Courtesy of Courtesy of WRAP (the Waste & Resources Action Programme)

Manufacturing topsoil through using quality compost can be a very important way of maximising the potential of existing resources and championing waste reduction over waste disposal, as well as delivering cost savings. Here, Paul Mathers explains how one Scottish regeneration project is leading the way…

In the Scottish Heartlands – midway between Edinburgh and Glasgow – sits Polkemmet, a 470 hectare former coalmine that is now the site of one of the country’s leading regeneration schemes. Described by land owner Ecosse Regeneration’s project manager, Alex Muirhead, as “one of the most contaminated sites in Scotland”, Polkemmet’s massive transformation includes the creation of two Championship golf courses (one to Ryder Cup standard), leisure facilities and 5,000 residential houses.
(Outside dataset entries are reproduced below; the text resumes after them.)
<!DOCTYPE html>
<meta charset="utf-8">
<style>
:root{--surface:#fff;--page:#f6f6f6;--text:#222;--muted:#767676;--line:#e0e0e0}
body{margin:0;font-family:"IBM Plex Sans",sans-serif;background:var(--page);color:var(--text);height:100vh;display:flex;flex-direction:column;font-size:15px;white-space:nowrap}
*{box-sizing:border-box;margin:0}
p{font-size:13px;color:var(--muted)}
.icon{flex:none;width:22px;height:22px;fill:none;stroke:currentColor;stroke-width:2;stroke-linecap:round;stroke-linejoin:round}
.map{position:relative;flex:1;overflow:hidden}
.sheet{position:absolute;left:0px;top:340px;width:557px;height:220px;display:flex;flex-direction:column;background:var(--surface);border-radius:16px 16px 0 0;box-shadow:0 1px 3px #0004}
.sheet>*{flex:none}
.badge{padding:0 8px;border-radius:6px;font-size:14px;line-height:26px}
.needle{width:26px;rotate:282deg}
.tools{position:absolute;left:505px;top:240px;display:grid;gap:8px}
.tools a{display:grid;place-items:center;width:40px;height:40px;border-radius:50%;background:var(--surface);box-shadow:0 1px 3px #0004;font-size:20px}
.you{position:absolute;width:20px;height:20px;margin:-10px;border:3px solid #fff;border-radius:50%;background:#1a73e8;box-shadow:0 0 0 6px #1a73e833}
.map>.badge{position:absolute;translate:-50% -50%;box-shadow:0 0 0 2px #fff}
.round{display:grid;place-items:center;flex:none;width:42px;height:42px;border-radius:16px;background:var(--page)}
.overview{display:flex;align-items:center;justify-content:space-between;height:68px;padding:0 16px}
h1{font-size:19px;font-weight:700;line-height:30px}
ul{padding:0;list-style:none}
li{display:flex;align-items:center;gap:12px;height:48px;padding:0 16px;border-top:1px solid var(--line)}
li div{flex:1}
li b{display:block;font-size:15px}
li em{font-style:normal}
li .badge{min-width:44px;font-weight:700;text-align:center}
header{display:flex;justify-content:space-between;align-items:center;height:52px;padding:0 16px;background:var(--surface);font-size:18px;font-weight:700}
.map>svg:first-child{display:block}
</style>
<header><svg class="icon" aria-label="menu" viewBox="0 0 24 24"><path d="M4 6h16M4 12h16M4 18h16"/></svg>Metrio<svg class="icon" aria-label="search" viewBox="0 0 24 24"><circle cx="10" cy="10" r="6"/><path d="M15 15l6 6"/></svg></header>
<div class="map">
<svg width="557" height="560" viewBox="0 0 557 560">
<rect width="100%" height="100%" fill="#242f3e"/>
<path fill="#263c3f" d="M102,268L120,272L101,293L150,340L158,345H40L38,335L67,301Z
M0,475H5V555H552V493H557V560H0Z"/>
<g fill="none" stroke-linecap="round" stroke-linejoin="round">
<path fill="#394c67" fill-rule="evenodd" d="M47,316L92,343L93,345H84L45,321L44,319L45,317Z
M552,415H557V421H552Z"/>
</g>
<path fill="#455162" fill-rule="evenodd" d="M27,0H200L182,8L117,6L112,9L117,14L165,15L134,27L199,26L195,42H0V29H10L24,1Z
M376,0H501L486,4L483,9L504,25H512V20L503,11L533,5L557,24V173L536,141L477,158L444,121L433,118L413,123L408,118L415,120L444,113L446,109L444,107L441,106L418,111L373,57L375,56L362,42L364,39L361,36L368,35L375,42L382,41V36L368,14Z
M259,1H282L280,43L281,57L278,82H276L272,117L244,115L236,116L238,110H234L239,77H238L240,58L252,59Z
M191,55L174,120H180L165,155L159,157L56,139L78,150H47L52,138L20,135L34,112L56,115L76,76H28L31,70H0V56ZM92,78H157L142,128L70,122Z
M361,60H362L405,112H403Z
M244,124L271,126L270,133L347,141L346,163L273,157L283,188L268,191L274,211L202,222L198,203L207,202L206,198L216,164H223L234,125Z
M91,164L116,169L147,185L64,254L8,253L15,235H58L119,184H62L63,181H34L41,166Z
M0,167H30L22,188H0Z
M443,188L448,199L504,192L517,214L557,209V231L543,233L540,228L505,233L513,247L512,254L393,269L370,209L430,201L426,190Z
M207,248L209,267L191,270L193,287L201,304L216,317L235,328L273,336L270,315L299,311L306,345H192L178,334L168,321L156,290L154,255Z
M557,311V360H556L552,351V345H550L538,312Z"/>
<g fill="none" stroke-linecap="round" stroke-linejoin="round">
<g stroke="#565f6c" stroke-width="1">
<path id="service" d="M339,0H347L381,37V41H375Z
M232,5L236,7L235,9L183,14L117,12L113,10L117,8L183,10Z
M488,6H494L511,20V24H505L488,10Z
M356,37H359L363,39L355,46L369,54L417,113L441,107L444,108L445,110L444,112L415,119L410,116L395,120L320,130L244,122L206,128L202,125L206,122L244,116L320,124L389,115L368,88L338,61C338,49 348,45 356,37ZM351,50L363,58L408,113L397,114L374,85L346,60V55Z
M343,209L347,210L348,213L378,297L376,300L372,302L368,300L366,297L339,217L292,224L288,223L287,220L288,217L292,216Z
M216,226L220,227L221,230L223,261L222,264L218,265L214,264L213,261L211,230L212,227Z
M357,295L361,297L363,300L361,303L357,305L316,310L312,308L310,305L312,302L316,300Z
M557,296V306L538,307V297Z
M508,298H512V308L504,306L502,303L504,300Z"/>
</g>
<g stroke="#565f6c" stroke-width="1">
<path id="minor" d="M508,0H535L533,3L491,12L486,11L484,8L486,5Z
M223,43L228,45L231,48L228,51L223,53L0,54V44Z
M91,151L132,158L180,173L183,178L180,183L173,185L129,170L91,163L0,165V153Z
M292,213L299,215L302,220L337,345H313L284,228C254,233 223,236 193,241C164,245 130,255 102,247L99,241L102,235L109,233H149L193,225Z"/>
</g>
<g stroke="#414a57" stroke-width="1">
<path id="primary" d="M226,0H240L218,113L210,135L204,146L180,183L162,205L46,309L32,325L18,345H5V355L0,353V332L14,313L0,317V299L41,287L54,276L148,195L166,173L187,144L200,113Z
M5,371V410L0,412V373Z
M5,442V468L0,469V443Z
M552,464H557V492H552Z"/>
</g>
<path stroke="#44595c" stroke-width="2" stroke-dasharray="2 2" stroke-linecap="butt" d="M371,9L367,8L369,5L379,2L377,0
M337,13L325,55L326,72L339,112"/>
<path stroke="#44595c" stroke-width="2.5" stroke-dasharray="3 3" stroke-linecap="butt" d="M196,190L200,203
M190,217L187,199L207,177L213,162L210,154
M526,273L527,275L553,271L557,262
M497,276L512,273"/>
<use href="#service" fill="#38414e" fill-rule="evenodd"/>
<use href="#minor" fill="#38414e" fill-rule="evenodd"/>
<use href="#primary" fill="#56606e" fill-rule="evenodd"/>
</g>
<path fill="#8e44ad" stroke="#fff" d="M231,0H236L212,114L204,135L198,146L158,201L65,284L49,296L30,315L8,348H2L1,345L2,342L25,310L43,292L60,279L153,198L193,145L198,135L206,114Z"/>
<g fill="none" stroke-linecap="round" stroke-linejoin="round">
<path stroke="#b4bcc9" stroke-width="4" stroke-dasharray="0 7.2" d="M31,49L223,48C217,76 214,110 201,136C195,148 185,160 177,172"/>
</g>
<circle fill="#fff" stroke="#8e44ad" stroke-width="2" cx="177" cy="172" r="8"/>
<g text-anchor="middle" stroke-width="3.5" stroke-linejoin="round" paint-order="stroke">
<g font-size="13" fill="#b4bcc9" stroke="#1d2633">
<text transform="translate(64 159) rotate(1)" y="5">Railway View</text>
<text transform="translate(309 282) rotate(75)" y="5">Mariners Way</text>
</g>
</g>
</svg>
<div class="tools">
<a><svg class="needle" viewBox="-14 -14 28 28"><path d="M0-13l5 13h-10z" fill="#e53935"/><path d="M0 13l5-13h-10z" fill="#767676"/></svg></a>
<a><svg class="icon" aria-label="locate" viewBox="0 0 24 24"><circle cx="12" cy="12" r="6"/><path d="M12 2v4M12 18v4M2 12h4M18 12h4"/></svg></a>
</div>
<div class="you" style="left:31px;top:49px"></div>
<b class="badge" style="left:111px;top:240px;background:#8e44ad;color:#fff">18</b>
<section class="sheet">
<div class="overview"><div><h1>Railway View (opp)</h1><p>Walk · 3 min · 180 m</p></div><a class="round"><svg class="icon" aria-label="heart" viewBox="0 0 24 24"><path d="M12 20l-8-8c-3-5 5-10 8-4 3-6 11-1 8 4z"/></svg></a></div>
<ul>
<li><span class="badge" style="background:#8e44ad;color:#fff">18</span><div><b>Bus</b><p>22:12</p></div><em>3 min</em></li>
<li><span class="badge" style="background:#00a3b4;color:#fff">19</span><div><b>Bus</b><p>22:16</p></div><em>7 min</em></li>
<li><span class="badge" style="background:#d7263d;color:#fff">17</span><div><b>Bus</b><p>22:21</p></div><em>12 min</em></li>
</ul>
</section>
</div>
Long before the regeneration scheme began, however, the Polkemmet site was largely regarded as an eyesore by the local community. Almost four million cubic metres of combustible colliery waste, mostly made up of sandstone, waste coal, mud and shale, littered the landscape and gave off foul ‘rotting egg’ odours when combustion took place. It was in dire need of regeneration, and Ecosse Regeneration stepped in two decades after the mine closed
in 1986 in order to begin its transformation.